EXERCISE OBJECTIVE
Going line by line through the entries below, note each one with "panel", then report how many there are and nothing else.
LISTED RECORDS Start Marker
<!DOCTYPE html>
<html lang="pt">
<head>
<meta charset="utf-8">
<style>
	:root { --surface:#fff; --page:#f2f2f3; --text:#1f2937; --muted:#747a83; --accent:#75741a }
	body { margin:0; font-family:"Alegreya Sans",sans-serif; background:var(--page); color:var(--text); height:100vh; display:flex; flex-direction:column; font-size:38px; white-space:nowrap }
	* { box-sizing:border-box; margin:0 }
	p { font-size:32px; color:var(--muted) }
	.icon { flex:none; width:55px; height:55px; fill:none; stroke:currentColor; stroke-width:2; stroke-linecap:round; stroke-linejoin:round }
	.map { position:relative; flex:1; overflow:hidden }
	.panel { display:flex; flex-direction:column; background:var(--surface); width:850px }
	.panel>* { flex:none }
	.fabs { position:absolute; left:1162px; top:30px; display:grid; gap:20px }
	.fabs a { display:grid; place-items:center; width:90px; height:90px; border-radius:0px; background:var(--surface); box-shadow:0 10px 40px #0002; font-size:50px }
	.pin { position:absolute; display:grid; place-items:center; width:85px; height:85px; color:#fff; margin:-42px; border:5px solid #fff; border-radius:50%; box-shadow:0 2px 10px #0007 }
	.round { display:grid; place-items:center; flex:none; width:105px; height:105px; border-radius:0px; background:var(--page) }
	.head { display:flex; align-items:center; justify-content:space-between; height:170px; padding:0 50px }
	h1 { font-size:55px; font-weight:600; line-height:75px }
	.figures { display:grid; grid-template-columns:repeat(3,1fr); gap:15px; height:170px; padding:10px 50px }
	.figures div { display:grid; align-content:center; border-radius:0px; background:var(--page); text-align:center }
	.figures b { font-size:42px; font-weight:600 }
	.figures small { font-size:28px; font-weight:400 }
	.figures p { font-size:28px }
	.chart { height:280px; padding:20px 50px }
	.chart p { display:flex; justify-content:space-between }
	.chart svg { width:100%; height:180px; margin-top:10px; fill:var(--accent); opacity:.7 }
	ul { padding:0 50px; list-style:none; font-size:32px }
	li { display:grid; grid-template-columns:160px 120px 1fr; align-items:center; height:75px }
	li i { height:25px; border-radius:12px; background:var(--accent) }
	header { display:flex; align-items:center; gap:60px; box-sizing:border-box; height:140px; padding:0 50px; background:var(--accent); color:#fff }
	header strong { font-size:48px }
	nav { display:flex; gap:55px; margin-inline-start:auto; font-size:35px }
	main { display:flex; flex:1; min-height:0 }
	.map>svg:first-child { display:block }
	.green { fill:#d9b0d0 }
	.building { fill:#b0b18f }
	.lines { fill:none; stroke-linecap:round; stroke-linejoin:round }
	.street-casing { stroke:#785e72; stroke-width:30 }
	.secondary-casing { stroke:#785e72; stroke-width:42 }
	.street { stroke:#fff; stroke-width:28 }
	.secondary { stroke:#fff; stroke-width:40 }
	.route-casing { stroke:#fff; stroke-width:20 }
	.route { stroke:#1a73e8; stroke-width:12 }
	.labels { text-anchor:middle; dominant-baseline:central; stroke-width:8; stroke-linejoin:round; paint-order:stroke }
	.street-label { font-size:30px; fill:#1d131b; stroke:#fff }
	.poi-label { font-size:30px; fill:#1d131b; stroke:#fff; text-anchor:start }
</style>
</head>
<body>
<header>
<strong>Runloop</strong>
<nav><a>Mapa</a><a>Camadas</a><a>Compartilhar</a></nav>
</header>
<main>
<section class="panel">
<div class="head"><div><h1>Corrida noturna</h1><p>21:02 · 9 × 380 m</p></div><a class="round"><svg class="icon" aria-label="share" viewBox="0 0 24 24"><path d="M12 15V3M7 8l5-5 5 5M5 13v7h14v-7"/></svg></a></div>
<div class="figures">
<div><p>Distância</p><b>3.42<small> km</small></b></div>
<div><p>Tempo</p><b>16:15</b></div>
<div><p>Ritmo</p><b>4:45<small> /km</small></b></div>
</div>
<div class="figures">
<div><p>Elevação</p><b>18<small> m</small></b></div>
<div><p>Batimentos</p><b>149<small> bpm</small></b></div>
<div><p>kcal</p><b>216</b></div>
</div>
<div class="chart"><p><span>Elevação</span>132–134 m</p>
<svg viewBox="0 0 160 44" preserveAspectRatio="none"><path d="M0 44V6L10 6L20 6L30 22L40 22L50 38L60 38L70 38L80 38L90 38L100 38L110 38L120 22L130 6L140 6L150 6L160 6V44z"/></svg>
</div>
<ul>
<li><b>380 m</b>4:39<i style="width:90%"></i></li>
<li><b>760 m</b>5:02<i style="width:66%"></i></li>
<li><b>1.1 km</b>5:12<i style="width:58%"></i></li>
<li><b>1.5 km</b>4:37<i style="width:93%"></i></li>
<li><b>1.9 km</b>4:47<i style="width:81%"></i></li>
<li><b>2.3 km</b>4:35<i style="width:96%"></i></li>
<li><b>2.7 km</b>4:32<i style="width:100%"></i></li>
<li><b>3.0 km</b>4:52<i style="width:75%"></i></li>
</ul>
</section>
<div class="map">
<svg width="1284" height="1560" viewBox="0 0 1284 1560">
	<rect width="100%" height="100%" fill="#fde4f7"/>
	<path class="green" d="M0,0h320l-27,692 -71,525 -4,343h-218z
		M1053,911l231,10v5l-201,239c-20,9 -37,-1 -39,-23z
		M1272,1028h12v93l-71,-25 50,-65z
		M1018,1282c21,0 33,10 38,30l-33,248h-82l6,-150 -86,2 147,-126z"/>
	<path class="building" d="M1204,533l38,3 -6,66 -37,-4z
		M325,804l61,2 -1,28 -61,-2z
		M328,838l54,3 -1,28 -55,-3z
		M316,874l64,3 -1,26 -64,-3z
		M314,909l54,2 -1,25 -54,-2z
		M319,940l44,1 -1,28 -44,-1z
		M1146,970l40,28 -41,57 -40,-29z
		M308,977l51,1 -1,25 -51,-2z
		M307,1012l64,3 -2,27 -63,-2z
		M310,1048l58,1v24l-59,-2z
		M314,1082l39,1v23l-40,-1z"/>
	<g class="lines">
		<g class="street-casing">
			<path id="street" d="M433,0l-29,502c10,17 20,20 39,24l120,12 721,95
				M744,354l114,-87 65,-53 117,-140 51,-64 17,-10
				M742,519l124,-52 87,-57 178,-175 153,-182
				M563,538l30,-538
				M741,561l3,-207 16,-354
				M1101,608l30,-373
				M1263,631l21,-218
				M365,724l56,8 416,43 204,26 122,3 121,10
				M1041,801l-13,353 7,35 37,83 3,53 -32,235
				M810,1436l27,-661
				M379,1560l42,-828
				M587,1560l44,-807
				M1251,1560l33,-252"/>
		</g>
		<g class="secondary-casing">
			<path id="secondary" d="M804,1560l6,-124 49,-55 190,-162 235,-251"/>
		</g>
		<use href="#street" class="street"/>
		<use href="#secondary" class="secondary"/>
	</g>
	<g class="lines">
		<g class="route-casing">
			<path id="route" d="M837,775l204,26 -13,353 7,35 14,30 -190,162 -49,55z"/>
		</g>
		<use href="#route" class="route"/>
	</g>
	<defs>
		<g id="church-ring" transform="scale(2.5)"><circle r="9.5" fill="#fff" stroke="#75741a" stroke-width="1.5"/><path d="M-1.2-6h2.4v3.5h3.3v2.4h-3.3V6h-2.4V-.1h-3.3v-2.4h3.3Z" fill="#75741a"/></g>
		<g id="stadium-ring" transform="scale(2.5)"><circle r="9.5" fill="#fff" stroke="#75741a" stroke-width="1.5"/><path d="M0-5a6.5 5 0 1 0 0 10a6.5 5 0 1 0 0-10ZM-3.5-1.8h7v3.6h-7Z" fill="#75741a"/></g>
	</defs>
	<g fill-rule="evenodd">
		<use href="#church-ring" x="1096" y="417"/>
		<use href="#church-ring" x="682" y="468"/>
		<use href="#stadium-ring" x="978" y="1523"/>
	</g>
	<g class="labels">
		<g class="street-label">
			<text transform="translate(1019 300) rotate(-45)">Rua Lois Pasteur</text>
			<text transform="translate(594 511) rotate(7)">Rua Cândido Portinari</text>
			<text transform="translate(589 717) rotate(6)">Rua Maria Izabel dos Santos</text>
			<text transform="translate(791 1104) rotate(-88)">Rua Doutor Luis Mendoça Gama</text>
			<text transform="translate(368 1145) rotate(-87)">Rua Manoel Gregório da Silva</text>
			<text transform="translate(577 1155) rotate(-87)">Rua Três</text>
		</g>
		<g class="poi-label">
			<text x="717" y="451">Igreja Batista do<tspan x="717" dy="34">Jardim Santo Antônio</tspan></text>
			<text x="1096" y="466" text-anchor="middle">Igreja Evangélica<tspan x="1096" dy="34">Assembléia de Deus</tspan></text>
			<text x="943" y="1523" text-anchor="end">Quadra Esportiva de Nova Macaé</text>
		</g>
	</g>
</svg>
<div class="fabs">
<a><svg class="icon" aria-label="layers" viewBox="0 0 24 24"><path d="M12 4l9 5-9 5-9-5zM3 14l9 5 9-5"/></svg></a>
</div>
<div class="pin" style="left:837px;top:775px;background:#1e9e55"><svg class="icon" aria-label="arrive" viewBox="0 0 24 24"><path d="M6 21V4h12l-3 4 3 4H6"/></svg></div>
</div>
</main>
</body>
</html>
LISTED RECORDS End Marker
RESPONSE FOR THIS EXERCISE
3